Horse, horse, horse – Guestperformance by Unga Klara

18 November 2013 22 November 2013

Artist – Leonora Carrington (1917–2011). The play is newly written by Erik Uddenberg and based on Leonora Carrington’s life and struggle for artistic survival. A merciless father burns up his daughter’s rocking horse and an oppressed upper-class girl breaks free, is disinherited and seeks the world through herself. A brave 19-year-old flees  from home to define herself in Paris – at this time the center and absolute boiling point of art.

A long and turbulent relationship with the 26-year-old Max Ernst in the middle of World War II eventually resulted in psychosis and a stay in a mental hospital. From the ashes in the fire grow dramatic plays, distinctive short stories and unique paintings and sculptures. And everything matters. Everything is understandable and we see Leonora Carrington’s mysterious, skilled, strong, feminist self emerge intensely among alchemical symbols, animals and spirits – all in well-chosen egg tempera.
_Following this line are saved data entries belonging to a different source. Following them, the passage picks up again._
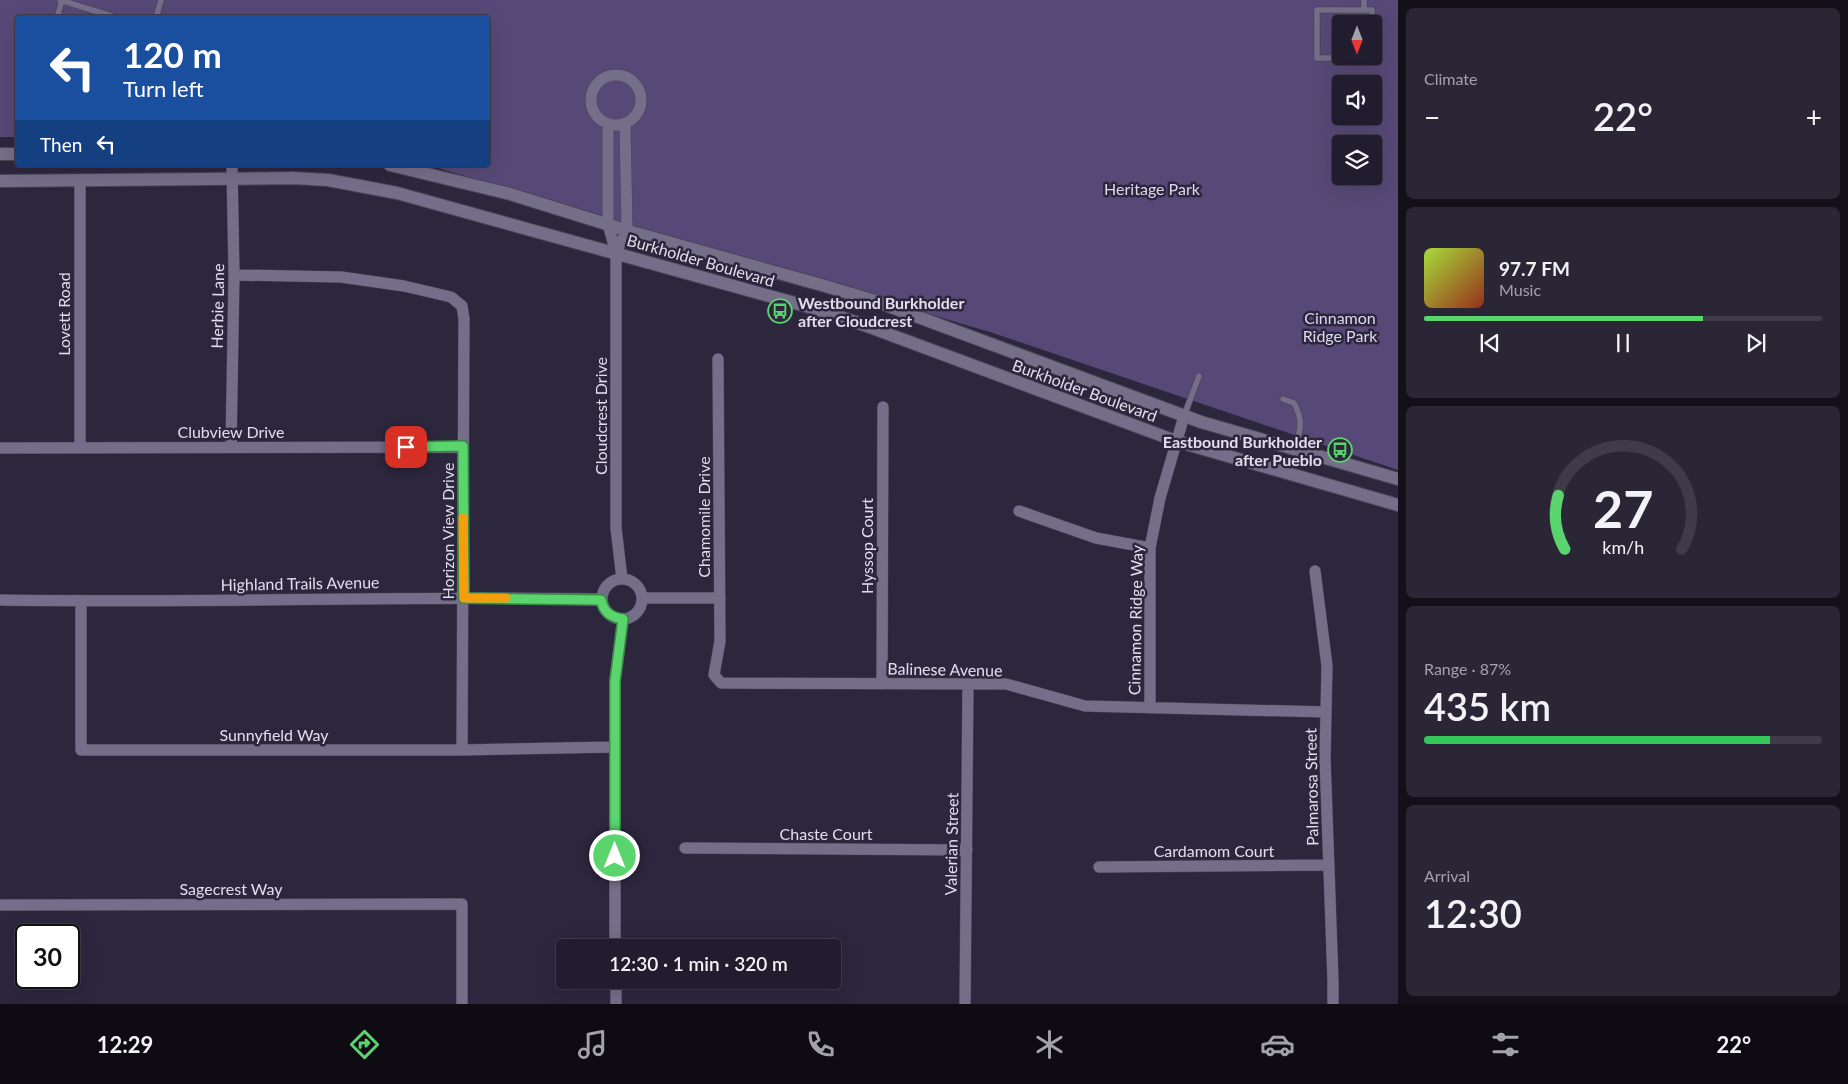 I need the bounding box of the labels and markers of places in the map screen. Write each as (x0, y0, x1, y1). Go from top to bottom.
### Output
place label: Westbound Burkholder after Cloudcrest (798, 293, 964, 330)
bus stop icon: Westbound Burkholder after Cloudcrest (767, 298, 793, 324)
pin (385, 426, 427, 468)
place label: Eastbound Burkholder after Pueblo (1163, 432, 1322, 469)
bus stop icon: Eastbound Burkholder after Pueblo (1327, 437, 1353, 463)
What does this artistry say to young people today? Leonora Carrington was a rambunctious child who would probably have received a letter diagnosis if she grew up in our time. But with her wayward expression, insidious ways and indomitable desire to portray the world, she would certainly have refused to fit into today’s ideal of women or media frenzy. Her 75-year-long artistry is set as a counterpoint to the myth of the young genius who lives hard and dies young. She was a devoted mother, a passionate painter and a constantly engaged citizen who made a huge impression on Surrealism. She is a forgotten artist, but in Mexico she lives on in the people’s memory as a wise, secretive, warm and humorous person.